It's a fun way to represent the slow degradation of one's body—as for why that's happening, well, you're a Sleeper: An android copy of a living, breathing person invented to circumvent anti-AI regulations, while also allowing heartless corporations to benefit from what is, essentially, slavery. You escaped your corporate masters and stumbled right into the yoke of a criminal one, a right bastard named Laine, and the game begins as you scramble away from his clutches—a botched reboot wiping most of your memory.

Laine's belief that your body belongs to him looms over the whole narrative. It also drives you and your flesh-and-blood buddy (and fellow escapee), Serafin, to leg it in a little rust-bucket. Cue a series of Firefly-esque missions, packaged into an adventure-of-the-week style format. You balance a bunch of other secondary resources—cyro (space dollars), fuel, supplies, and the like—while trying not to let your body crumple apart.

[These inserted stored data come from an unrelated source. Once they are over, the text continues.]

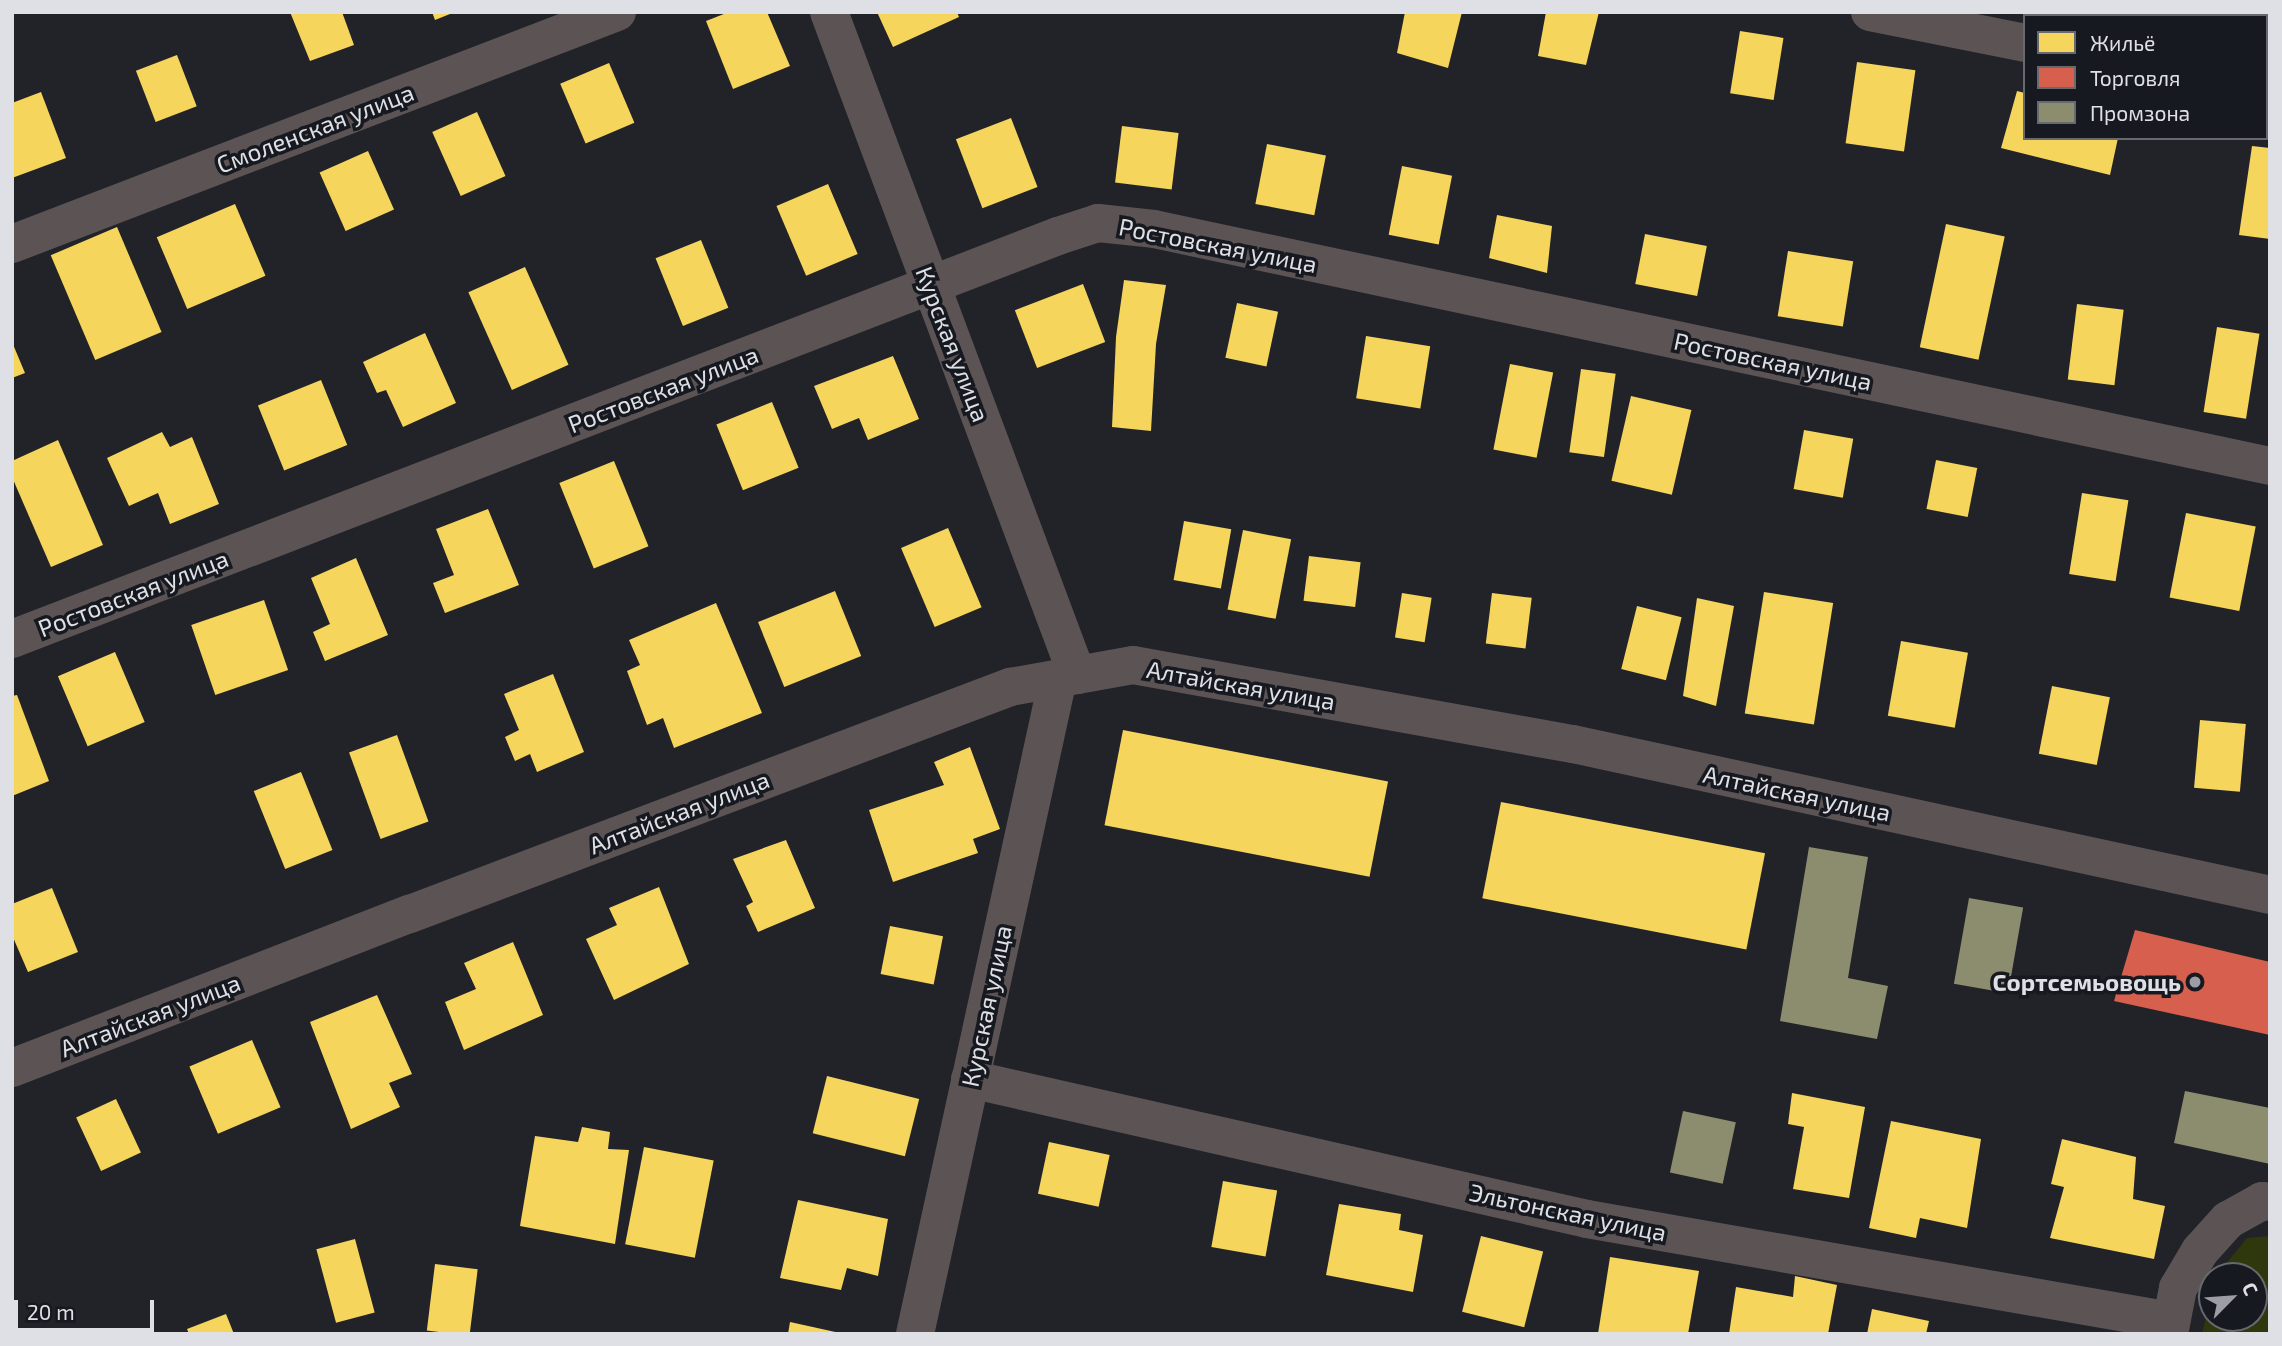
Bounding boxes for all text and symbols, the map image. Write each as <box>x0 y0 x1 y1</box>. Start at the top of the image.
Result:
legend <box>2023 14 2268 140</box>
text: Жильё <box>2090 30 2155 55</box>
text: Торговля <box>2090 65 2180 90</box>
street label: Смоленская улица <box>212 77 418 179</box>
text: Промзона <box>2090 100 2190 125</box>
street label: Ростовская улица <box>1116 212 1320 278</box>
street label: Курская улица <box>910 262 996 426</box>
street label: Ростовская улица <box>1671 326 1875 396</box>
street label: Ростовская улица <box>564 339 762 439</box>
street label: Ростовская улица <box>34 543 232 643</box>
street label: Алтайская улица <box>1145 654 1337 716</box>
street label: Алтайская улица <box>1701 759 1893 827</box>
street label: Алтайская улица <box>585 764 773 860</box>
street label: Курская улица <box>955 923 1017 1089</box>
street label: Алтайская улица <box>56 967 244 1063</box>
place label: Сортсемьовощь <box>1993 968 2181 996</box>
marker: Сортсемьовощь <box>2187 974 2203 990</box>
street label: Эльтонская улица <box>1467 1177 1669 1247</box>
north arrow <box>2198 1262 2268 1332</box>
text: С <box>2238 1279 2263 1299</box>
scale bar <box>18 1286 158 1330</box>
text: 20 m <box>27 1299 75 1324</box>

This setup plays out well on the whole, because Citizen Sleeper 2's story is filled with charming characters, excellent knife-twists to the heart, and fascinating worldbuilding. While the first game limited you to a single space station, this Citizen Sleeper 2 feels like a DM taking their training weights off and finally showing off their lore documents. Revelations about the mysteries of the bleak, corporate war universe abound.

Image 1 of 2

(Image credit: Jump Over the Age)
Image 2 of 2

(Image credit: Jump Over the Age)

Each mission is a fun exercise in risk assessment, one that rewards you with charming narrative as well as in-game resources: You meet rogue, lonely AIs in destitute space stations. You scramble to dodge cannibalistic drill machines in desolate mining rocks. You help an old, stranded woman fix her mess of a ramshackle engine. Citizen Sleeper 2 is a great adventure, with enough texture to get me thinking about a campaign of my own.

It's also a warm, thoughtful treatise on what it means to be a broken thing. The Sleeper is a machine, so the metaphor is writ large, but the game also makes it clear that your fleshy friends are going through the exact same thing on a drawn-out timescale. It outright states this to you: "No one gets to choose their own body. Everyone has to contend with the entropy of their flesh."

It's fitting, then, that the game itself suffers from its own kind of entropic pull. Citizen Sleeper 2 is more ambitious, widening the scope and increasing the amount of plates you need to spin. But it's this desire to go bigger that ultimately makes it a little flawed, much like your body's own degenerating machinery.

My arms and legs, they get in the way

(Image credit: Jump over the Age)

Citizen Sleeper 2's mechanics just don't gel as well with its themes. In the first game, your initial scrambling for resources—and the slow, gradual comforts you achieve afterwards—paired nicely with the desperate circumstance you found yourself in. Citizen Sleeper 2, meanwhile, never quite properly gets its dice rolling in harmony with its storytelling.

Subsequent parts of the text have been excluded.